Full Circle
Today, the hospital that sprang from Erastus Ochieng’s dream provides treatment for more than 1,100 people with HIV annually, as well as people suffering from other diseases. Its staff, including nurses and mid-level providers,is the largest of any rural Kenyan hospital. An ambulance driver is on call to transport patients to facilities in larger towns when needed.
The hospital—which added a new maternity and integrative care wing in 2011, tripling the size of the original clinic—is part of the Lwala Community Alliance, a multidimensional initiative including microenterprise, public health outreach, water and sanitation, and education programs that employs more than 150 people.
Milton Ochieng’ reports that more than 96 percent of babies in and around Lwala are born in a hospital now (double Kenya’s national average) and that infant mortality has been reduced by 50 percent.

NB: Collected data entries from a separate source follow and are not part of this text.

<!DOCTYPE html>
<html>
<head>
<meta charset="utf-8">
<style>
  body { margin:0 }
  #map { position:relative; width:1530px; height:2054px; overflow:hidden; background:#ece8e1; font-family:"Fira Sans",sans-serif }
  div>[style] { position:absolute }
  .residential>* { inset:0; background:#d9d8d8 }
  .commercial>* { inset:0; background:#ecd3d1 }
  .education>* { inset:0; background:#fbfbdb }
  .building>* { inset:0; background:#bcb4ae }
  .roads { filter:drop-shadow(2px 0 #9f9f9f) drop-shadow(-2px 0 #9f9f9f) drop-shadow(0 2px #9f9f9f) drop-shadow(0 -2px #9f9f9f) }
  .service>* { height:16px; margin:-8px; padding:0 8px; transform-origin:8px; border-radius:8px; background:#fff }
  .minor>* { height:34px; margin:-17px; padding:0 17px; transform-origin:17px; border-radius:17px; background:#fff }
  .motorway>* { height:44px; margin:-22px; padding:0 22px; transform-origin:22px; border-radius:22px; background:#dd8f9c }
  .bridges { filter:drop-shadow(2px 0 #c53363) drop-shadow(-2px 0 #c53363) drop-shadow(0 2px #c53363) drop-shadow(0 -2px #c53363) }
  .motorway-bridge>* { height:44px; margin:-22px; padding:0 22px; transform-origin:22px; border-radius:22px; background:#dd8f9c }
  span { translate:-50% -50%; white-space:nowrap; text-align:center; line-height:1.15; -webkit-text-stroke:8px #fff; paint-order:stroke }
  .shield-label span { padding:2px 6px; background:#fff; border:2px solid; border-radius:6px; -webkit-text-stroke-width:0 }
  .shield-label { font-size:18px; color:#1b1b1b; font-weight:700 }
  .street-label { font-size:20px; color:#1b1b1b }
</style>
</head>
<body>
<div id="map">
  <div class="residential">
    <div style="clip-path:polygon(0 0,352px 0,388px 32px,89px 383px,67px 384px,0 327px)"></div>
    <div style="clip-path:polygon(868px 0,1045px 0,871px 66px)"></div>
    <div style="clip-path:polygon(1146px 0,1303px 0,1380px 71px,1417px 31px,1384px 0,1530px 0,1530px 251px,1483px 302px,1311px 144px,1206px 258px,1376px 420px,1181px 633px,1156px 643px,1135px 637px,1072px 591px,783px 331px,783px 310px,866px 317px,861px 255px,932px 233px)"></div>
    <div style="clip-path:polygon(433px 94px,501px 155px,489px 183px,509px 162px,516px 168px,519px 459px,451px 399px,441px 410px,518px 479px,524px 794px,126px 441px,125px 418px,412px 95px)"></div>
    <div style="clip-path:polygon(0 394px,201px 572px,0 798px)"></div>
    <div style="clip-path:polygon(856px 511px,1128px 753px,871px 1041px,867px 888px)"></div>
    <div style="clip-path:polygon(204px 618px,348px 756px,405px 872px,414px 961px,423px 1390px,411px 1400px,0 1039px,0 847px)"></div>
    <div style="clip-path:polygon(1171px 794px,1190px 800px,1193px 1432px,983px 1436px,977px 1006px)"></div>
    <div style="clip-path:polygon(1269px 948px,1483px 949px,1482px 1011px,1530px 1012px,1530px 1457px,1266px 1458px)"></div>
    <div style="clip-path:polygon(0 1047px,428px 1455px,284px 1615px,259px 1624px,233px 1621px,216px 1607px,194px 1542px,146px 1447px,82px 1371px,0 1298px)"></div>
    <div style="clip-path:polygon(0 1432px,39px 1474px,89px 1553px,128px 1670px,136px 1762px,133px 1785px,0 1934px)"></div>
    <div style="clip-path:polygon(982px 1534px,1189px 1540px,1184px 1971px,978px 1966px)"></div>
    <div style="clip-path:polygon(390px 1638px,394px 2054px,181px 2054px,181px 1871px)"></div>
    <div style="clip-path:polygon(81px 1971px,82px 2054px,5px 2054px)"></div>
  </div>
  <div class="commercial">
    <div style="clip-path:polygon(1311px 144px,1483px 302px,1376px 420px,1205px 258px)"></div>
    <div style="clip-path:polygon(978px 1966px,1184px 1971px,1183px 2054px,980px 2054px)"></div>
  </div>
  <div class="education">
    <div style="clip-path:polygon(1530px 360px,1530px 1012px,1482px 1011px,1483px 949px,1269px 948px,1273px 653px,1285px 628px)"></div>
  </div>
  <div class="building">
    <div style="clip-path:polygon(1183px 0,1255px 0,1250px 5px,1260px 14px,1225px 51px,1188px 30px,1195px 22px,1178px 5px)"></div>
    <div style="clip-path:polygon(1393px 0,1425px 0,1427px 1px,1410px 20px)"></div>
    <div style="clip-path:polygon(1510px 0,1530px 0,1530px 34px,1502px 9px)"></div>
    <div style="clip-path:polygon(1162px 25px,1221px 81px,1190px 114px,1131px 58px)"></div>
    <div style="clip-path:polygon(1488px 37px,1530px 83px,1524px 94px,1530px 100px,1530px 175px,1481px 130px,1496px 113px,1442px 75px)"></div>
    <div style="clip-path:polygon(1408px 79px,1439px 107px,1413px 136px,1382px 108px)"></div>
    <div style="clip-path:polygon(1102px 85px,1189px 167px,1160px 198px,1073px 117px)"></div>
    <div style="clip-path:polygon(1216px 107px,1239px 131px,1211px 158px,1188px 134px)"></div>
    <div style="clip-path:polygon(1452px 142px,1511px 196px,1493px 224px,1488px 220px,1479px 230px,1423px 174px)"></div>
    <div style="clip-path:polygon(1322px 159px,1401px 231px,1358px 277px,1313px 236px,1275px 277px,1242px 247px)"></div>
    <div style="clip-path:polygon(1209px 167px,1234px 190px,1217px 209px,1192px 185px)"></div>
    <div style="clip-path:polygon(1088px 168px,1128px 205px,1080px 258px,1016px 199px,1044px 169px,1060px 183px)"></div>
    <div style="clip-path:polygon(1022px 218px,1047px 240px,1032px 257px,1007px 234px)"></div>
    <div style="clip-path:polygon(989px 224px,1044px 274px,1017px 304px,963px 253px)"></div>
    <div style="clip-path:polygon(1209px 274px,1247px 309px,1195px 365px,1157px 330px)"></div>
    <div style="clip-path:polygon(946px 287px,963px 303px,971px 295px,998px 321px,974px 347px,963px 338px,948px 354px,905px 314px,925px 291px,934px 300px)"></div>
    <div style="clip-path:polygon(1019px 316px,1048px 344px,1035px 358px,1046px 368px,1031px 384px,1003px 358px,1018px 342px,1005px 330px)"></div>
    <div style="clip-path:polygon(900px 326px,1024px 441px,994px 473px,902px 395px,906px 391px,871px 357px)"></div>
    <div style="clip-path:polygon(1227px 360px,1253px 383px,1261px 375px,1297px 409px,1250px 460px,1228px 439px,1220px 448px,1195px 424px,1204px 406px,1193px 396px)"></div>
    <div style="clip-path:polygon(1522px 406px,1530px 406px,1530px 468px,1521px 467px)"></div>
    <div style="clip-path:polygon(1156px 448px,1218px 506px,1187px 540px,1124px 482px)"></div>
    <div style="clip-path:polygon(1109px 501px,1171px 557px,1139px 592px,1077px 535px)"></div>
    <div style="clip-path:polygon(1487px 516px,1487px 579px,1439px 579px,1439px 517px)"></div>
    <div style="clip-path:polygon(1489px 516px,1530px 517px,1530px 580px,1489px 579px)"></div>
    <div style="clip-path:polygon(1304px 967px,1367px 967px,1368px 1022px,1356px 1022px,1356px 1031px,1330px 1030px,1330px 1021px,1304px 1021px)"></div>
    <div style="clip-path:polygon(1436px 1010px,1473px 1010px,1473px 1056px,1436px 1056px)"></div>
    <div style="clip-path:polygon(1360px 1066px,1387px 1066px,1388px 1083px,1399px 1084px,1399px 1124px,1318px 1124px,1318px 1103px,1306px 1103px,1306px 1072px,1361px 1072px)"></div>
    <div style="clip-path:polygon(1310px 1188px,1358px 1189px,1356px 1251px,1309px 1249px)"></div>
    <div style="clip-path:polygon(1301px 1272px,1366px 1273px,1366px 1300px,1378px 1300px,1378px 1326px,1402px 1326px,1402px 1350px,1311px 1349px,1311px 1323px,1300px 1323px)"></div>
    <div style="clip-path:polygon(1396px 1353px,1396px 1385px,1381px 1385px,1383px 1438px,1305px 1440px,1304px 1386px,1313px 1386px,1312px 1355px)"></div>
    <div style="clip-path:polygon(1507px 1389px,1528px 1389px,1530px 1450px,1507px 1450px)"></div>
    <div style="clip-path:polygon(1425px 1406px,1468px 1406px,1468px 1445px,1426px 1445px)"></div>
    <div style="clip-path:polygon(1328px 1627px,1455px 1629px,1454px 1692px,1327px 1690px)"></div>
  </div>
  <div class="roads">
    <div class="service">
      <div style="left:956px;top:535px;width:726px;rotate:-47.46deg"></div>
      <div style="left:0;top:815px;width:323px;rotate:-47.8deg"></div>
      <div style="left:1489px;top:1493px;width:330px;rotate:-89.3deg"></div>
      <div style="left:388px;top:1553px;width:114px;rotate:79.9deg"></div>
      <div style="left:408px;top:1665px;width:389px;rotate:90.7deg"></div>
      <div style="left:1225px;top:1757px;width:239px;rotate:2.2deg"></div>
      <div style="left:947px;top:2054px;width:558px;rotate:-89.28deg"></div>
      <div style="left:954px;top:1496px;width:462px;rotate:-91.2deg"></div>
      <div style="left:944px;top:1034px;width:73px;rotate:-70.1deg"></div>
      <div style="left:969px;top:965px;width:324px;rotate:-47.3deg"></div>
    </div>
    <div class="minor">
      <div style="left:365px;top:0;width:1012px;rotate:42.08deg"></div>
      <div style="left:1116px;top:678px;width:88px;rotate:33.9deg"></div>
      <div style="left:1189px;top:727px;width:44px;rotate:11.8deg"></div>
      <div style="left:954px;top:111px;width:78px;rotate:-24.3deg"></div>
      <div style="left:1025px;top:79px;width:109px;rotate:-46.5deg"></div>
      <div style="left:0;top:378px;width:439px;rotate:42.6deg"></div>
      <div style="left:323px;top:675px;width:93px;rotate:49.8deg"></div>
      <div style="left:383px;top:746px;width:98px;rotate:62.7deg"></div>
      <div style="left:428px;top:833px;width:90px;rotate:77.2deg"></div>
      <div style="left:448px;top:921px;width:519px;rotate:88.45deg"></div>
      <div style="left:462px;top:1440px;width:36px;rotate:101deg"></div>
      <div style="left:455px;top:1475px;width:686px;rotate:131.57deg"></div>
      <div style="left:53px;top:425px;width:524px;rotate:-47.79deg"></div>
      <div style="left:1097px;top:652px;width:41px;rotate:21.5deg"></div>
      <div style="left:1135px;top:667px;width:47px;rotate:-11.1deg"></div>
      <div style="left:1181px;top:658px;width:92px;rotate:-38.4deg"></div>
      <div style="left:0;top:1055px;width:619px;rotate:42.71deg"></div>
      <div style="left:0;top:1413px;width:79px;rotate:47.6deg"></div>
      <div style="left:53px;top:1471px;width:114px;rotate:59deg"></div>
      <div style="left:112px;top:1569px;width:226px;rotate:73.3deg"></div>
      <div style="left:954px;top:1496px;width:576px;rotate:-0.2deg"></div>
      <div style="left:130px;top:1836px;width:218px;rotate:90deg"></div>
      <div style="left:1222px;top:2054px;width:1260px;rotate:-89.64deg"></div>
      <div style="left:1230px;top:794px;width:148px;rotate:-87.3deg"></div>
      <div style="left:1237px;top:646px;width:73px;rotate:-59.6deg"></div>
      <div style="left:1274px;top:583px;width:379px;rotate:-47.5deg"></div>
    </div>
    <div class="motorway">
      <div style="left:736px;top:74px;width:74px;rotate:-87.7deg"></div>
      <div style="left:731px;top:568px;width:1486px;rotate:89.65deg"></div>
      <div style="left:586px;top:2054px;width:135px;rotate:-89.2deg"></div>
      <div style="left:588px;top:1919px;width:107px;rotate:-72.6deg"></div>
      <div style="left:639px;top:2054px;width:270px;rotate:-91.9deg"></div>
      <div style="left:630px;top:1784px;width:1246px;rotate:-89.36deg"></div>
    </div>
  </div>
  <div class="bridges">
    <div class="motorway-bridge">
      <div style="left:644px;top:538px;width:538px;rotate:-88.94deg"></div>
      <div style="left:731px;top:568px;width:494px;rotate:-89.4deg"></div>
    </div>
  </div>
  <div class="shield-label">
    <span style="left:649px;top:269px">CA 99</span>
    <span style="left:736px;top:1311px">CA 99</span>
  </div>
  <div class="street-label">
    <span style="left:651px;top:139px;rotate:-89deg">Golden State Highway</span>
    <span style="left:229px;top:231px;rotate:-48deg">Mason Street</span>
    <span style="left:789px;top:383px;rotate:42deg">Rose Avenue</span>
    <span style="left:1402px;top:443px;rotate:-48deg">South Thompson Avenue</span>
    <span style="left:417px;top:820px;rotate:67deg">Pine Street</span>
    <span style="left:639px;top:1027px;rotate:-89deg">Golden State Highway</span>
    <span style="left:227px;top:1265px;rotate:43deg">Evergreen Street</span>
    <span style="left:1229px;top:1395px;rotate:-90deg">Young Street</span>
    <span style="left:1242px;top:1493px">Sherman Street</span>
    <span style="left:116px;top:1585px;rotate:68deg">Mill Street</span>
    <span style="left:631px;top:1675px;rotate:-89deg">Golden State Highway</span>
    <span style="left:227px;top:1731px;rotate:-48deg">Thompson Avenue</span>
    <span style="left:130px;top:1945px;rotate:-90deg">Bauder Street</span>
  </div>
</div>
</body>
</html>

Far fewer local residents are dying of treatable diseases and conditions like malaria and pneumonia, which once would likely have claimed the lives of the two children Ochieng’ treated today.
When the Erastus Ochieng’ Memorial Lwala Community Hospital opened in 2007, the first breech baby Milton Ochieng’ delivered was a little girl named Valerie—the daughter of his childhood friend Ben, whose mother died on that desperate night long ago.
“Life has a way of coming full circle,” Ochieng’ says.